Pardi menganggukkan kepala.

"Begini, terima kasih sekali tadi kamu berusaha mematikan lampu dan keran yang masih menyala. Pegawai kadang-kadang teledor dan memboroskan energi dengan sia-sia," katanya.

Pardi membisu.

"Kamu penjaga yang baik, tidak bersifat masa bodoh, karena mau mengerjakan hal yang sebenarnya bukan bagianmu. Jangan ikuti sifat Dudung dan Yatno. Mereka contoh orang yang tidak bertanggung jawab ! Saatnya bekerja malah tidur !"

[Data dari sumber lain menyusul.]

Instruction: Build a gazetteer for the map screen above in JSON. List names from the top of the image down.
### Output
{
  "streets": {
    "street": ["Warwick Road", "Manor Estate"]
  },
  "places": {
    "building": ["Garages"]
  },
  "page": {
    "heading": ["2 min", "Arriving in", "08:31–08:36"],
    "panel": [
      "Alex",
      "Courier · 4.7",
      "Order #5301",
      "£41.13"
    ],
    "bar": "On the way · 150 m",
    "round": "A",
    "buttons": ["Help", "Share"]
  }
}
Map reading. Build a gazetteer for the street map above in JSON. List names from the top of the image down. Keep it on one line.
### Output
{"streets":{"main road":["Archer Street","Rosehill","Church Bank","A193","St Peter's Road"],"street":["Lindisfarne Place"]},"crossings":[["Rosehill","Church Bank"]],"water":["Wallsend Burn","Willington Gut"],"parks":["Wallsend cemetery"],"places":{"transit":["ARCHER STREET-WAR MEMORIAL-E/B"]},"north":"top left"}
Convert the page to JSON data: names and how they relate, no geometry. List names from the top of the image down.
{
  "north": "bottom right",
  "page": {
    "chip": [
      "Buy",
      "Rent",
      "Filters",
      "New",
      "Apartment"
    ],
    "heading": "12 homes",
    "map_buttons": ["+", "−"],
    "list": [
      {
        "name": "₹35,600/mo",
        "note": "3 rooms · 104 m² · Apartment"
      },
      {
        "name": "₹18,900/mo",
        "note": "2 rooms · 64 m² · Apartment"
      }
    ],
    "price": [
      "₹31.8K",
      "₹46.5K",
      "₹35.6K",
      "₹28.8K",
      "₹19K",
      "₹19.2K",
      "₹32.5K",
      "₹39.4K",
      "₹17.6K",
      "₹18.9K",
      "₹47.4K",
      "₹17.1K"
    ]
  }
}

"I ... iya, Pak !" Tanpa sadar Pardi menjawab.

"Baik kalau begitu, saya mau keliling pabrik lagi."

"Kakek" itu berlalu.

Pardi meneruskan langkahnya menuju bilik penjaga. Dudung yang merasa terganggu tidurnya langsung menggerutu saat dibangunkan. Pardi lalu menceritakan semua pengalamannya.

"Wah, itu sudah biasa. Pak Herman memang kerap terlihat keliling pabrik kalau malam. Makanya, kalau melihat lampu atau keran yang masih ngocor, biarkan saja, nanti juga mati sendiri ! Masa bodoh aja," ujar Dudung agak emosional.

Ia lalu merebahkan tubuh dan melanjutkan tidurnya.

Pardi jadi kesal bukan main melihat sikap masa bodoh Dudung. Haruskah Pardi mengikuti jejak Dudung dan Yatno ? Ternyata tidak. Ia tetap peduli terhadap sekelilingnya. Berkat ketekunan dan sifatnya yang terpuji, dua tahun kemudian Pardi dipercaya pemilik pabrik sebagai kepala bagian keamanan pabrik. Itu berarti menjadi atasan Dudung dan Yatno !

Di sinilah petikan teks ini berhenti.